ONE of the world’s most infamous, former computer hackers has revealed how easy it is to hack into a bank account, as Australia faces serious cyber threats.
In a special report on cyber crime, Four Corners spoke to Kevin Mitnick, who is now a cyber security adviser to top companies.
He showed reporter Linton Besser how easy it was to set up a fake Wi-Fi scam, letting him think he was signing into his National Australia Bank account via Telstra Air.
“But what he doesn’t know, he’s connecting to my fake access point. And what we’re gonna do is we’re gonna take over his computer,” he said.
Mitnick was then able to record all of his keystrokes, including his banking password.
“And then what I’m gonna be able to do is steal his passwords, and I’m gonna be able to inject fake updates, so once he installs them we gain full control of his computer system and he’ll never know the better.”
Mitnick’s simple hack is just one part of a much larger problem with the growth of cyber crime across Australia and overseas, which is one of the greatest challenges to law enforcement.
Four Corners also revealed that a small Australian satellite company had its computer systems so comprehensively hacked that experts described their network as the most corrupted they’d ever seen.
As well, hackers, likely Chinese, had targeted the Defence Science and Technology Organisation and the Bureau of Meteorology.
The real target of the Bureau of Meteorology hack was thought to be the Australian Geospatial-Intelligence Organisation which supports defence operations through provision of satellite and other imagery, it said.

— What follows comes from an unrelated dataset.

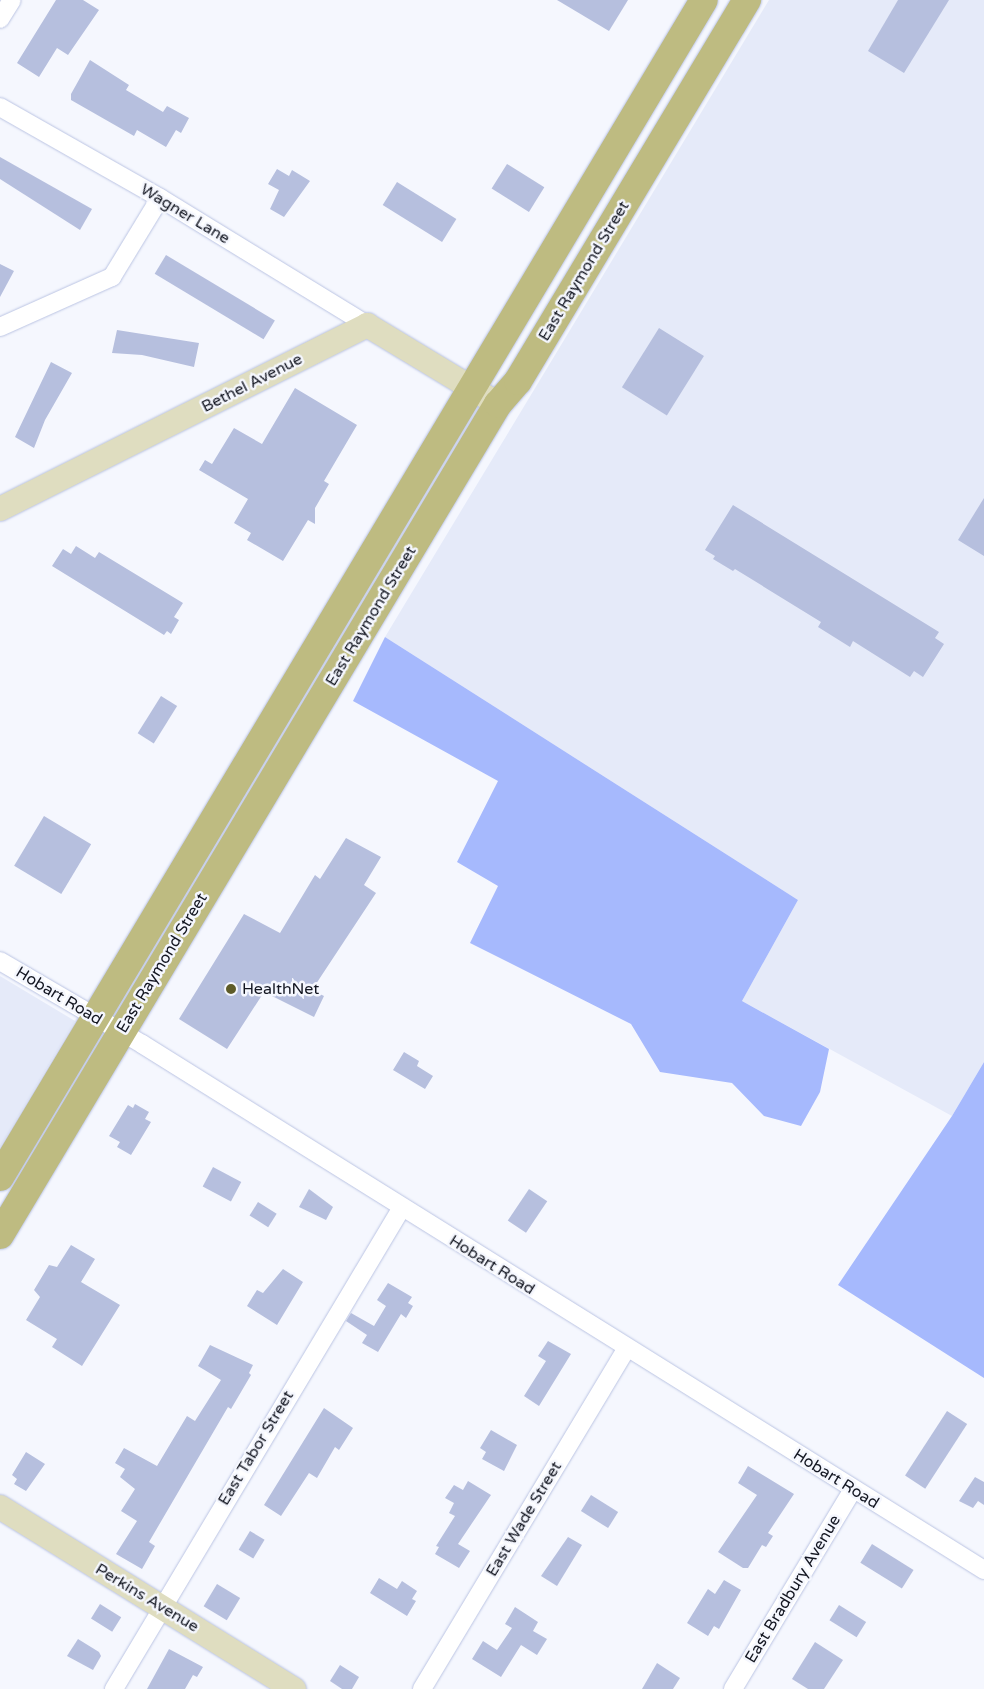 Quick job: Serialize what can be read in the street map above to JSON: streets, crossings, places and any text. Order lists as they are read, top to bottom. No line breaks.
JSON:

The firm Newsat, which planned to launch two Australian satellites and build an Australian satellite industry, attracted the attention of foreign hackers, with the Australian Signals Directorate breaking the bad news to company executives.
“Our network was, as far as they could see, the most corrupted they’d seen. Period,” the company’s former chief financial officer Michael Hewins told Four Corners.
Former Newsat IT manager Daryl Peter said the intruders had been inside their network for maybe two years, which was like someone looking over their shoulder for everything they did.
“Newsat had been hacked and not just by teenagers in the basement or anything like that. Whoever was hacking us was very well-funded, very professional, very serious hackers.”
A year ago Newsat called in the liquidators and sold off its remaining assets.
Although China is alleged to be responsible for much hacking, Australian officials won’t point the finger.
“It’s not useful for us to talk about any particular nation states,” said Alastair MacGibbon, special adviser on cyber security to Prime Minister Malcolm Turnbull.
A recent cybercrime victim was the Australian Bureau of Statistics which came under attack on census night, prompting it to close down the Census.
Mr MacGibbon said that was a denial of service attack which was certainly not of the scale or sophistication that should have caused any significant problems. He said that attack was easily predictable and should have been prevented.
His comments come as former Australian government cyber security official Tim Wellsmore told the program it’s not just individuals whose secrets are vulnerable to others.
Governments and businesses in Australia are attacked, and there are parts of the internet where access to hacked computer servers is bought and sold.
Former CIA and NSA Director Michael Hayden said Australia, the US and other friendly similar nations around the world need to protect their data.
Four Corners stated it had also been told of significant cyber attacks against Austrade.
The program was also taken inside a secure facility at the Australian Defence Force Academy in Canberra, where viewers saw two rival teams compete in a training exercise to shut down each other’s power grid — which could be a real hacker’s target.
One of the cyber world’s experts, Washington-based Dmitri Alperovitch, also criticised Australia for not doing enough to warn local industry about online threats.
“The reality is that the Australian government is very well aware of these activities but they have not really come out and publicly acknowledged it, they have not done a good job, in my opinion, educating the public about this threat and as a result there’s a sense of complacency oftentimes among industry because they don’t appreciate that even in Australia you can be targeted,” he said.
“And China happens to be your biggest trading partner — there’s a lot of reasons why they would be hacking into your industry, to try to steal intellectual property, try to get an advantage in trade negotiations and it’s happening very often and, uh, very little is being done about it.”
Mr MacGibbon defended the government, saying they needed more time to develop ongoing conversations about cyber attacks with the Australian public.
“You have to give us some time as we work through what can be said, how it can be said to increase the level of engagement,” he said.
As for the allegations against China, the Chinese government through its embassy in Canberra told the ABC it has denied it was behind the cyber attacks in Australia, describing the allegations as “nothing but false cliches”.